This ‘application thinking’ can also pervade development programmes – where, when thinking about problems that would benefit from better data exchange, funders might leap to building a centralised platform or application to gather data.
But – this ‘build it and they will come’ approach has some significant problems: not least that it only scales so far, it creates single points of failure, and risks commercial capture of data flows.
By contrast, an open standard can describe the data we want to see better shared, and then encourage autonomous parties to create applications, tools, support and analysis on top of the standard.
It can also give data creators and users much greater freedom to build data processes around their needs, rather than being constrained by the features of a central platform.
In early open data thinking, this was referred to as the model of ‘let many flowers bloom’, and as ‘publish once, use everywhere’ – but over time we’ve seen that, just like natural ecosystems – creating a thriving data ecosystem can require more intentional and ongoing action.
Just like their natural counterparts, data ecosystems are complex, dynamic, and equilibrium can be hard to reach and fragile.

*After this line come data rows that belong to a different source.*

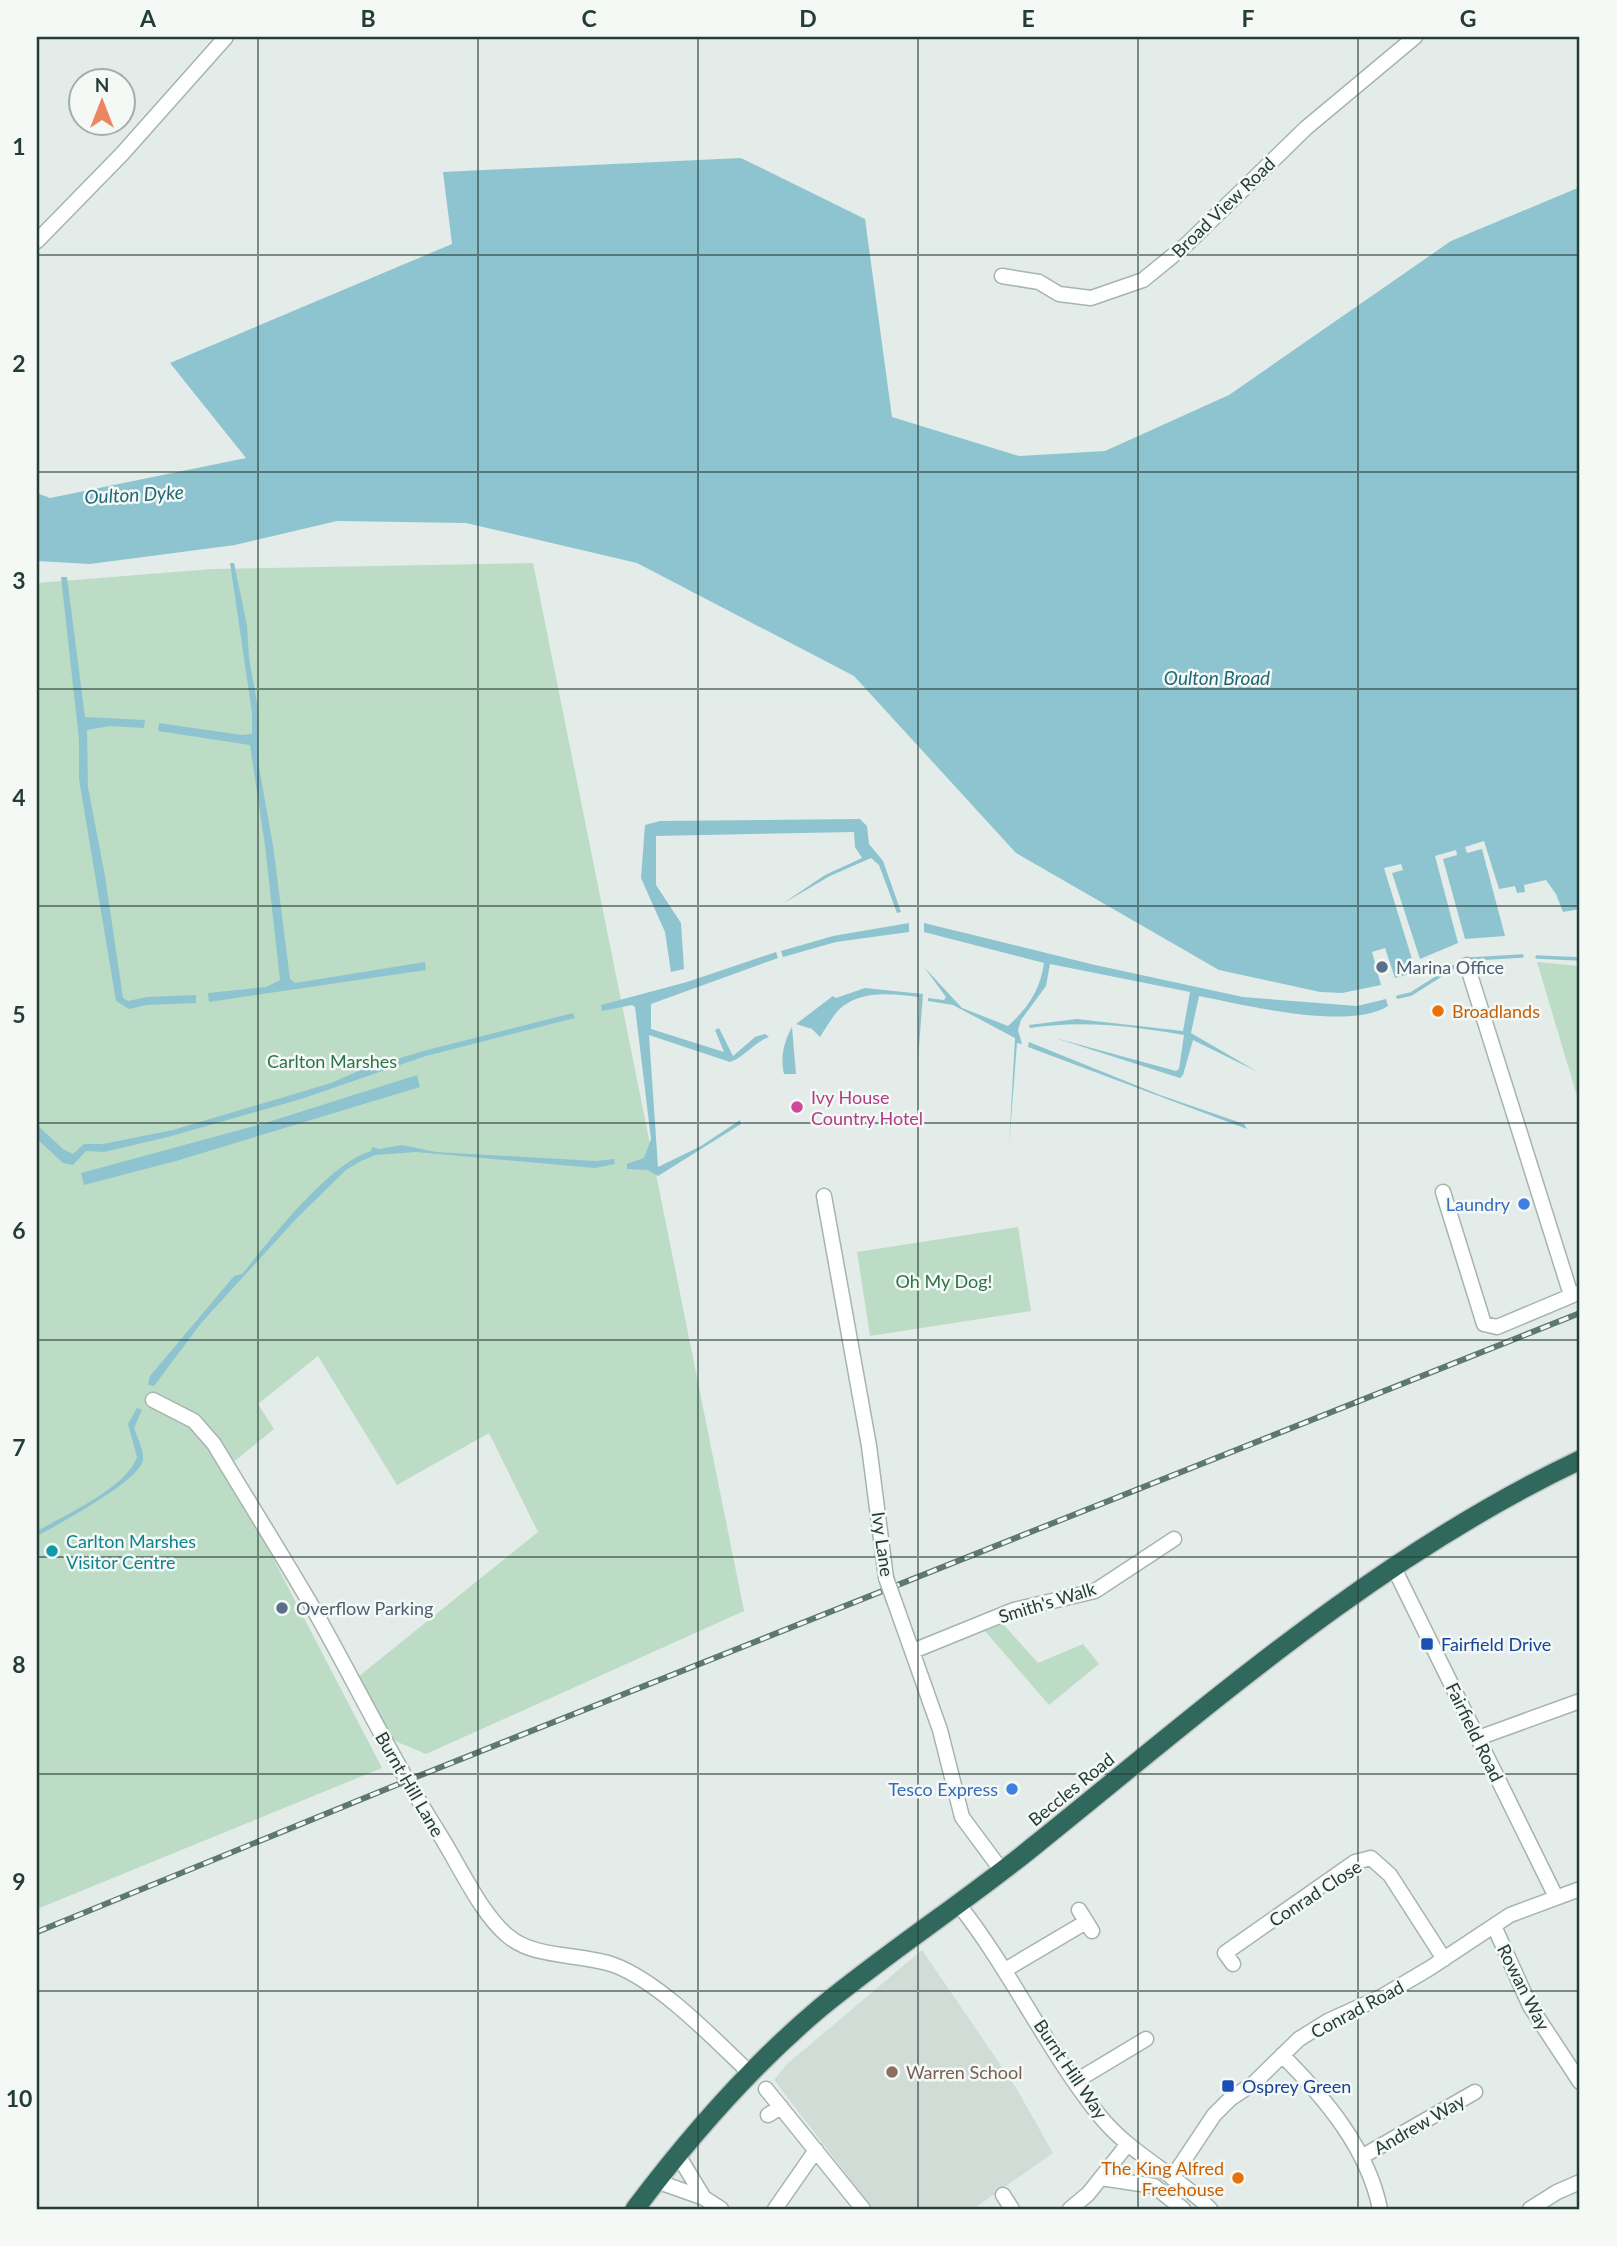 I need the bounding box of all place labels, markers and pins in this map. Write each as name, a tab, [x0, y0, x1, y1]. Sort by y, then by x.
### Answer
place label: Marina Office	[1396, 956, 1504, 978]
marker: Marina Office	[1374, 959, 1390, 975]
place label: Broadlands	[1452, 1000, 1540, 1022]
marker: Broadlands	[1430, 1003, 1446, 1019]
place label: Ivy House Country Hotel	[811, 1086, 923, 1129]
marker: Ivy House Country Hotel	[789, 1099, 805, 1115]
place label: Laundry	[1446, 1193, 1511, 1215]
marker: Laundry	[1516, 1196, 1532, 1212]
place label: Carlton Marshes Visitor Centre	[66, 1530, 196, 1573]
marker: Carlton Marshes Visitor Centre	[44, 1543, 60, 1559]
place label: Overflow Parking	[296, 1597, 433, 1619]
marker: Overflow Parking	[274, 1600, 290, 1616]
place label: Fairfield Drive	[1441, 1633, 1551, 1655]
marker: Fairfield Drive	[1419, 1636, 1435, 1652]
place label: Tesco Express	[888, 1778, 998, 1800]
marker: Tesco Express	[1004, 1781, 1020, 1797]
place label: Warren School	[906, 2061, 1022, 2083]
marker: Warren School	[884, 2064, 900, 2080]
place label: Osprey Green	[1242, 2075, 1351, 2097]
marker: Osprey Green	[1220, 2078, 1236, 2094]
place label: The King Alfred Freehouse	[1101, 2157, 1224, 2200]
marker: The King Alfred Freehouse	[1230, 2170, 1246, 2186]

Keystone species can support an ecosystems growth; whilst a local resource drought harming some key actors could lead to a cascading ecosystem collapse.

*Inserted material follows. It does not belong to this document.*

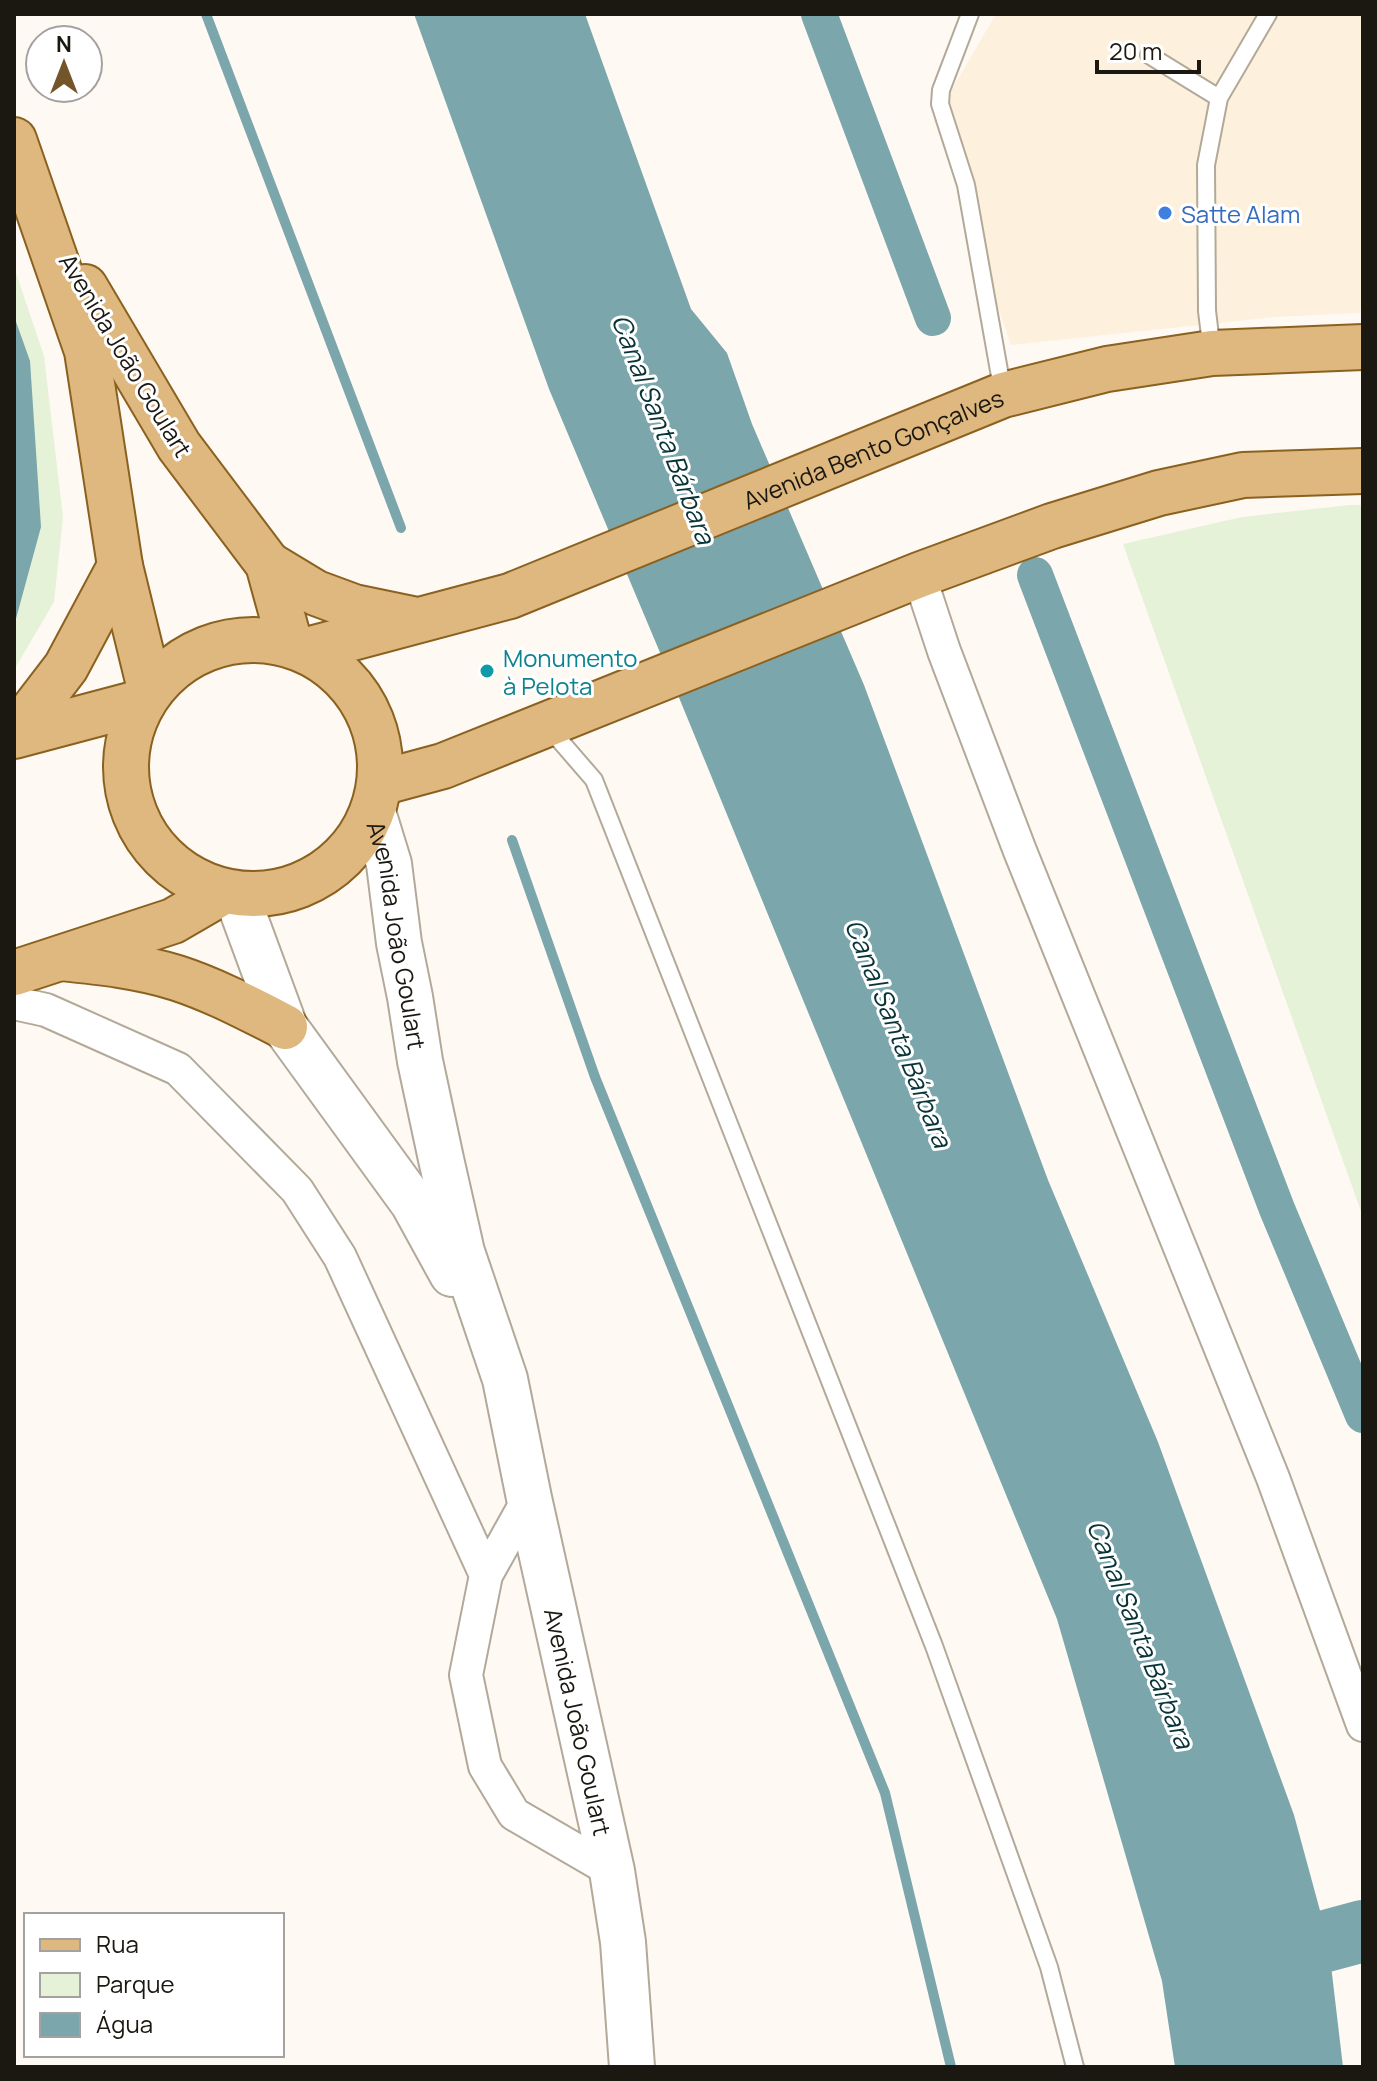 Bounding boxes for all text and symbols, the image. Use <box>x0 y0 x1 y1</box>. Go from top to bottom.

To give a more concrete example – a data ecosystem around the International Aid Transparency Initiative has grown up over the last decade – with hundreds of aid donors big and small sharing data on their projects in a common data format: the IATI Standard. ‘Keystone species’ such as D-Portal, which visualises the collected data, have helped create an instant feedback loop for data publishers to ‘see’ their data, whilst behind the scenes, a Datastore and API layer feeds all sorts of specific research and analysis projects, and operational systems – that one their own would have had little leverage to convince data publishers to send them standardised data.

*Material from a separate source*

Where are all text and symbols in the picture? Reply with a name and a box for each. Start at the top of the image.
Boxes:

However, elements of this ecosystem are fragile: much data enters through a single tool – AidStream – which over time has come to be the tool of choice for many NGOs and if unavailable would diminish the freshness of data. Many users accessing data rely on ‘the datastore’ which aggregates published IATI files and acts as an intermediary so users don’t need to download data from hundreds of different publishers. If the datastore is down, many usage applications may fail. Recently, when new versions of the official datastore hit technical trouble, an old open source software was brought back initially by volunteers.
Ultimately, this data ecosystem is more resilient than it would otherwise be because it’s built on an open standard. Even if the data entry tool, or datastore become inaccessible, new tools can be rapidly plugged in. But that they will can’t just be taken for granted: data ecosystems need careful management just as natural ones do.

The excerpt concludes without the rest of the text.